◆ **What you have to do**
Go through the data and report each line that holds the string "river".

◆ **Source information**
┏━━
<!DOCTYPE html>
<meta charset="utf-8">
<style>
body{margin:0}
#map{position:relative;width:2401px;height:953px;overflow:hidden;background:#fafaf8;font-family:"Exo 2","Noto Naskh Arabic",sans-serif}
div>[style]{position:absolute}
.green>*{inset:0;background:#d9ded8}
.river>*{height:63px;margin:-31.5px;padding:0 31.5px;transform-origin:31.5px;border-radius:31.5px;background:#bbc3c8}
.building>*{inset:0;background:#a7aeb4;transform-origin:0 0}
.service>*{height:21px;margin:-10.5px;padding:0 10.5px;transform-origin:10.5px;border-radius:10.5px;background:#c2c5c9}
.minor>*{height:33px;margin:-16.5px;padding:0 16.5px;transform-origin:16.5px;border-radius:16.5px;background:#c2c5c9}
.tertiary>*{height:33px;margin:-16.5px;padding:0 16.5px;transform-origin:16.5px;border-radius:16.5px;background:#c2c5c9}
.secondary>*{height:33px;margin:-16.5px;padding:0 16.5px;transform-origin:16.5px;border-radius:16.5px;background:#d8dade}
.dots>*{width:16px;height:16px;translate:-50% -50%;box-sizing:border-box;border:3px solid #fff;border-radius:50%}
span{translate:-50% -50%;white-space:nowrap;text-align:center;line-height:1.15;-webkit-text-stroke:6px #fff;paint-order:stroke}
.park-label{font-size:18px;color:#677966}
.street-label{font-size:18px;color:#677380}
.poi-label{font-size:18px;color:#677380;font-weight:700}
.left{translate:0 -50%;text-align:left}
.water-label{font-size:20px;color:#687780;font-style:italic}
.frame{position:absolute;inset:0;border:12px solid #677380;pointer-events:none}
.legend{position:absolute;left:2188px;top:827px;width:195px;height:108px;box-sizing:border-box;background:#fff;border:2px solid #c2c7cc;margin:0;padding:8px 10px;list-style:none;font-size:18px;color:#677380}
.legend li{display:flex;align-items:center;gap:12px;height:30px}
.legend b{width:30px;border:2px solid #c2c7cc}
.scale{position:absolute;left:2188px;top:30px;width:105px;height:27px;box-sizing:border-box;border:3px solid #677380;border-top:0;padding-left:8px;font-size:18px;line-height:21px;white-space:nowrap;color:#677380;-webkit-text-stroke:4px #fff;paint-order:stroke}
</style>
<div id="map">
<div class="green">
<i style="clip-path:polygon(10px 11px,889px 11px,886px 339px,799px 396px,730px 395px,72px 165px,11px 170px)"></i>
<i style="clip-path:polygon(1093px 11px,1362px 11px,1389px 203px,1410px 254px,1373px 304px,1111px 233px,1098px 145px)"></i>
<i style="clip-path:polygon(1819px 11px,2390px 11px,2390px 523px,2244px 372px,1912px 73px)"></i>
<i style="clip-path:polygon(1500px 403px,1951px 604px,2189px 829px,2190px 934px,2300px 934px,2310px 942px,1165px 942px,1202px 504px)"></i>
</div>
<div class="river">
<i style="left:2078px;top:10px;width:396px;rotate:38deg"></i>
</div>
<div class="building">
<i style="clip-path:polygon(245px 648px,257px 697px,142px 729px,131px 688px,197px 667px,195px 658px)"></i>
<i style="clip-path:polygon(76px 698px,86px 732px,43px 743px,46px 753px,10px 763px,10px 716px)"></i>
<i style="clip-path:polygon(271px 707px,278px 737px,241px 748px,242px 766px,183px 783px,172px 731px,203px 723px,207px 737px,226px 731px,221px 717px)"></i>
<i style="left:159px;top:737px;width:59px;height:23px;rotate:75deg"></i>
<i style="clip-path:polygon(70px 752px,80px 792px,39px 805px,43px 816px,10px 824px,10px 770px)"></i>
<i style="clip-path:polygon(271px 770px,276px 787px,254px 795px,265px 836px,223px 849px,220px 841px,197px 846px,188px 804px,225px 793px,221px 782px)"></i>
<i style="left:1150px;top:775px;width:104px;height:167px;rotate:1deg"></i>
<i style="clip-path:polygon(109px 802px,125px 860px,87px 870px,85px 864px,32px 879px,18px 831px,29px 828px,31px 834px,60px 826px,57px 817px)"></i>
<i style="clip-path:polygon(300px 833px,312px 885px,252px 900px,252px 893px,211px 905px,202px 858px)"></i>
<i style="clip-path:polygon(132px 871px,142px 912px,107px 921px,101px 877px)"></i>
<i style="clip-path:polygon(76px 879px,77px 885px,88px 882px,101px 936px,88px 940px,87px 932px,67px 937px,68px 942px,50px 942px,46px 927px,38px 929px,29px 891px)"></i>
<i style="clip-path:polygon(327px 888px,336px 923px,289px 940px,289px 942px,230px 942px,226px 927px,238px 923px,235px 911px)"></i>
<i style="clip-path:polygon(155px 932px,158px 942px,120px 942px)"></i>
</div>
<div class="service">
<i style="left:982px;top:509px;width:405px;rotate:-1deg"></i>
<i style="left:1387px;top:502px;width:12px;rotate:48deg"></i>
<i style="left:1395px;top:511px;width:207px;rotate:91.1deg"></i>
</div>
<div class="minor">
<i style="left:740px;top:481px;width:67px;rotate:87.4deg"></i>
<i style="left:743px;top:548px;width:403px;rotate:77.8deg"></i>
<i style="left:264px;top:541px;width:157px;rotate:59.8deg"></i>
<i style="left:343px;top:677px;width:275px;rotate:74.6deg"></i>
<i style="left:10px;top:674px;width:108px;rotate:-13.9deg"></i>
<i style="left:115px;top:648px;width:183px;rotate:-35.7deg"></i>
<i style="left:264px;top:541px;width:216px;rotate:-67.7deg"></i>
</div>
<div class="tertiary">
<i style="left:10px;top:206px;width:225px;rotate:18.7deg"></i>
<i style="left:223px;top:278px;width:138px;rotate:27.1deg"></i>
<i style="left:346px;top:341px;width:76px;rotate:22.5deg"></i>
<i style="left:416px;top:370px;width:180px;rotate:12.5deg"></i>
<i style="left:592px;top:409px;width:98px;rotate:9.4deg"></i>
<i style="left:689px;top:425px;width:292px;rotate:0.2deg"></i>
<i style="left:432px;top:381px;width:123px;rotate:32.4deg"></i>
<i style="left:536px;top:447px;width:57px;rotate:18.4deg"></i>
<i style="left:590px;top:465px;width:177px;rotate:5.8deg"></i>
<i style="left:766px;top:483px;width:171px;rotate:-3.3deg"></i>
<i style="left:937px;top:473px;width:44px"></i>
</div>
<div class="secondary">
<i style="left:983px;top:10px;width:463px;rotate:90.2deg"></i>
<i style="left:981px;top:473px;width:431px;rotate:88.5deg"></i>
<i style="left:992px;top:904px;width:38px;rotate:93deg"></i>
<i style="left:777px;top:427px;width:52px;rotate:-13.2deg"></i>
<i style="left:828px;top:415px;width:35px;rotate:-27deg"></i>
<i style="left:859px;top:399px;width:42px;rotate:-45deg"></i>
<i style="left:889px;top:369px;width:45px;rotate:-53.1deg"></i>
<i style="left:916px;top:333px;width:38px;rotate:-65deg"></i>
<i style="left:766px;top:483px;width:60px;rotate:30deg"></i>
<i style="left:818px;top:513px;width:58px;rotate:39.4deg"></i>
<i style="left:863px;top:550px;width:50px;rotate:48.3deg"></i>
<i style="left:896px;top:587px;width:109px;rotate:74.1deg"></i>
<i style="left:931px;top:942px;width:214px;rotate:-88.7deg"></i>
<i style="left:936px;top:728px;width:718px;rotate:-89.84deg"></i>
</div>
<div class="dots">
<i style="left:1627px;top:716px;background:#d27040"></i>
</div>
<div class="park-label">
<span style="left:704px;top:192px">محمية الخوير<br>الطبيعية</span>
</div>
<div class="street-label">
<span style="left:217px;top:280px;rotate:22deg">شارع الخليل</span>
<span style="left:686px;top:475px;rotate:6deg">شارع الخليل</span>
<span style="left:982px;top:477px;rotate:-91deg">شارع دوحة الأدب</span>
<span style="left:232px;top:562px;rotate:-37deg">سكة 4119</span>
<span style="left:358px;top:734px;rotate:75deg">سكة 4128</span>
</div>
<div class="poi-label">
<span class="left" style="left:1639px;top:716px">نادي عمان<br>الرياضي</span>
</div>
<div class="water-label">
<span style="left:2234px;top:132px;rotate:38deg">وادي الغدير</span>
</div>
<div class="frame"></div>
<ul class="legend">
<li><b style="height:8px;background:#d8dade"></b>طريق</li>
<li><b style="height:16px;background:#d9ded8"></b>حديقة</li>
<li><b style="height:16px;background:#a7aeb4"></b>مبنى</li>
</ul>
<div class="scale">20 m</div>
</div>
┗━━
◆ **Answer section**
.river>*{height:63px;margin:-31.5px;padding:0 31.5px;transform-origin:31.5px;border-radius:31.5px;background:#bbc3c8}
<div class="river">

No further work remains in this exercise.